In the song “Free Fallin’” Tom Petty repeats the words “I’m free falling” a lot. I

decided to look at the physics of this free fall. I want to see how far he would free

fall if he fell for the whole time that he said he was free falling. Then I want to see if

he produces enough power with this fall to light the Christmas tree at Rockefeller

Center. He says that he’s free falling for two minutes and 28 seconds (148 s) in the

song. I am assuming he starts at rest and since he is free falling, the only force acting

on him is the force of gravity. Also, since he is free falling the acceleration is just the

acceleration due to gravity, or 9.8 m/s2. Using kinematics we can find the distance

(Δy) that he falls:

Δy = vot + ½ at2

Δy= ½ (-9.8 m/s2) (148 s)2

Δy = -107330 m

I looked up Tom Petty’s weight, and he is approximately 75 kg. This means the force

with which he is falling is:

F = mg

F = (75 kg) (9.8 m/s2)

F = 735 N

I can then calculate the work done by gravity, which is the total work for the system

because gravity is the only force.

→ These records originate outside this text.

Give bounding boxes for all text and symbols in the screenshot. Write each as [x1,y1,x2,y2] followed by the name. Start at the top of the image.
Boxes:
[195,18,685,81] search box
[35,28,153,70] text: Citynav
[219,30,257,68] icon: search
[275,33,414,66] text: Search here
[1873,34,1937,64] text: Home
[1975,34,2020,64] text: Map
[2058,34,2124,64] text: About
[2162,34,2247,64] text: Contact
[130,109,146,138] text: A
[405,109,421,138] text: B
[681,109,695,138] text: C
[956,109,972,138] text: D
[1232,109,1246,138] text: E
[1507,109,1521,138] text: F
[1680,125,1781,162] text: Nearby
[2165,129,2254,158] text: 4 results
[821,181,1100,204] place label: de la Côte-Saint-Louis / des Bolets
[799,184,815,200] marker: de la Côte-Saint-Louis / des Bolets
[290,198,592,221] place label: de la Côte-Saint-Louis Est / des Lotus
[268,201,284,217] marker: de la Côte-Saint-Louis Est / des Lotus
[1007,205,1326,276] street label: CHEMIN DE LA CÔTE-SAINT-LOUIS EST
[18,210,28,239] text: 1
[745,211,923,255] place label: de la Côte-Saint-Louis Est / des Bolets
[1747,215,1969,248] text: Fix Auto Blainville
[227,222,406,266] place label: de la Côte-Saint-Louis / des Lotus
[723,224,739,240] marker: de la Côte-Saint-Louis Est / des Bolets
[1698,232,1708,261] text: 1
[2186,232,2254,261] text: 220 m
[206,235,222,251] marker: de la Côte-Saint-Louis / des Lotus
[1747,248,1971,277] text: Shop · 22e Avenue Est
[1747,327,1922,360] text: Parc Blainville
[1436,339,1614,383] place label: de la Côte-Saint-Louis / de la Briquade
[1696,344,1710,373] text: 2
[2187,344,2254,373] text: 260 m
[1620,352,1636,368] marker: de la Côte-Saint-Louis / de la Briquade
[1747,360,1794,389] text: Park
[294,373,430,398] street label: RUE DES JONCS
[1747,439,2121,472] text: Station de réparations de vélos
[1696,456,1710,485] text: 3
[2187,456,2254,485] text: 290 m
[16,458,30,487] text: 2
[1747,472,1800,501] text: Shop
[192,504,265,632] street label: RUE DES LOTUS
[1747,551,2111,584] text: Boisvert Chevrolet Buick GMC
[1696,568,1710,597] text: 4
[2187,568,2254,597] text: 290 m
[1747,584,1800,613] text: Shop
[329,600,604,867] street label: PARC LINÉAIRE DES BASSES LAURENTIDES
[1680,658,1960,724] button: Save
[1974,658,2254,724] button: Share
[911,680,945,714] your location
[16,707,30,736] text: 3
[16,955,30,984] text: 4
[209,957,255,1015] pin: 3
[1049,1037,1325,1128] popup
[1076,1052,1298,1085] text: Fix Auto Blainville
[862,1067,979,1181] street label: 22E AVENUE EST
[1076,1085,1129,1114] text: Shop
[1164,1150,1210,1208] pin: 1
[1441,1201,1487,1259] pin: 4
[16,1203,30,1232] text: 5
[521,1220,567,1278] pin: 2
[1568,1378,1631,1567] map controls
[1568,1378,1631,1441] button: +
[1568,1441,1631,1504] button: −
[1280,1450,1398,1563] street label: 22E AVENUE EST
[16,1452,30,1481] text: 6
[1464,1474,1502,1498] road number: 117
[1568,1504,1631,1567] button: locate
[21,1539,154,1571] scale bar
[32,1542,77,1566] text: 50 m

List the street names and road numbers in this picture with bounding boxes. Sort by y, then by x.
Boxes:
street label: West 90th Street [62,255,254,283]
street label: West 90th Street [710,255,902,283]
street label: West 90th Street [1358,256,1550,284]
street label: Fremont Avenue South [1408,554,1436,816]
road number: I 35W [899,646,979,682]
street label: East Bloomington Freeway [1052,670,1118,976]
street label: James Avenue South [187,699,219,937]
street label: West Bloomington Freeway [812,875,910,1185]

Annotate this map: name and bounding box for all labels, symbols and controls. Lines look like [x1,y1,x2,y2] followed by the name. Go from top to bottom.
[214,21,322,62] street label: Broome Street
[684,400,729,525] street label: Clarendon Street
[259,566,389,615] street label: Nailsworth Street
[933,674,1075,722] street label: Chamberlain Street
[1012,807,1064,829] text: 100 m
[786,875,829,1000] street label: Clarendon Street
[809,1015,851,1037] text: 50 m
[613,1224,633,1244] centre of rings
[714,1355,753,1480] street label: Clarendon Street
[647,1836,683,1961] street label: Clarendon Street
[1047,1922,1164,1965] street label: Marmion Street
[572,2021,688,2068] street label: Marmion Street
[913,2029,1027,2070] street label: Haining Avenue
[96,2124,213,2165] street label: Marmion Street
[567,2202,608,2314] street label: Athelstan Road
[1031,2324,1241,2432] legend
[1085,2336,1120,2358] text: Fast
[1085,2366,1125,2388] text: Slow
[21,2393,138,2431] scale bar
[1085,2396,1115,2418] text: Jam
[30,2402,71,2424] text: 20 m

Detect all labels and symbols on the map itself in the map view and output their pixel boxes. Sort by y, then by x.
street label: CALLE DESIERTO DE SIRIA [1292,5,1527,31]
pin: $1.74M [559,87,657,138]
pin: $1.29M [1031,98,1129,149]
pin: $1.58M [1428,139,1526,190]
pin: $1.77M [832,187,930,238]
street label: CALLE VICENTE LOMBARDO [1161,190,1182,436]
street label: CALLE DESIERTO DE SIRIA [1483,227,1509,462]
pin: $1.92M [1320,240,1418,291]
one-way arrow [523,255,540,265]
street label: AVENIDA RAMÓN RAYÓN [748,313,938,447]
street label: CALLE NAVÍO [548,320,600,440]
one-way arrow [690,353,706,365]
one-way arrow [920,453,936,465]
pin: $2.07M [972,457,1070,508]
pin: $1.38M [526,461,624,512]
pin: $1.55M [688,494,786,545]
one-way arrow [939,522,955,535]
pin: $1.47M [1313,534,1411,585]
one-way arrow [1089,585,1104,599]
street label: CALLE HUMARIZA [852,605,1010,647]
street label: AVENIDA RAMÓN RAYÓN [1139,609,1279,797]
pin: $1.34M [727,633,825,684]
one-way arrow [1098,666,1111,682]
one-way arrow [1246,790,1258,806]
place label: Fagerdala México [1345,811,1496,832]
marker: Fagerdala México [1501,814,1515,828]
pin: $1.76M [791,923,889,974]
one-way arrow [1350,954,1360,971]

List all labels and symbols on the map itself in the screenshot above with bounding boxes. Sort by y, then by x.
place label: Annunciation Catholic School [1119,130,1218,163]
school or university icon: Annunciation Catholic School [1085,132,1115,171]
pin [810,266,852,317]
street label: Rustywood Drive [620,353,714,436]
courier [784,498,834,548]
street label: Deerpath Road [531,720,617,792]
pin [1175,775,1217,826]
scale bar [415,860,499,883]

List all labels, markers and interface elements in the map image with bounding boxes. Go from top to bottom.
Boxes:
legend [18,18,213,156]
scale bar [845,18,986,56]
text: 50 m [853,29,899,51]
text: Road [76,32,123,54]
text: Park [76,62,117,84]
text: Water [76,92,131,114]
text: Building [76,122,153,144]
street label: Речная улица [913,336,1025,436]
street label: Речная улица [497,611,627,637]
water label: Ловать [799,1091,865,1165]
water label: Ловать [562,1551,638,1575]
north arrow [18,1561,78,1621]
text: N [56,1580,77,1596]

We now know the force of gravity, and the distance

he free falls so:

W = FdcosΘ

W= (735 N) (-107330 m) cos(270)

W = 7.9 x 107 J

Now that we found work, and we know time we can calculate the power with which

he falls:

P = W/t

P = (7.9 x 107 J)/(148 s)

P = 533022 W

Now that I found the power with which he falls I need to find the power it takes to

light the tree in Rockefeller Center. I found that there are roughly 30,000 bulbs on

the tree, and each bulb is 7.5 W, so the power needed to light the tree is 225,000 W.

The power with which Tom Petty fell is over twice this, so he fell with enough power

to light the tree in Rockefeller Center twice.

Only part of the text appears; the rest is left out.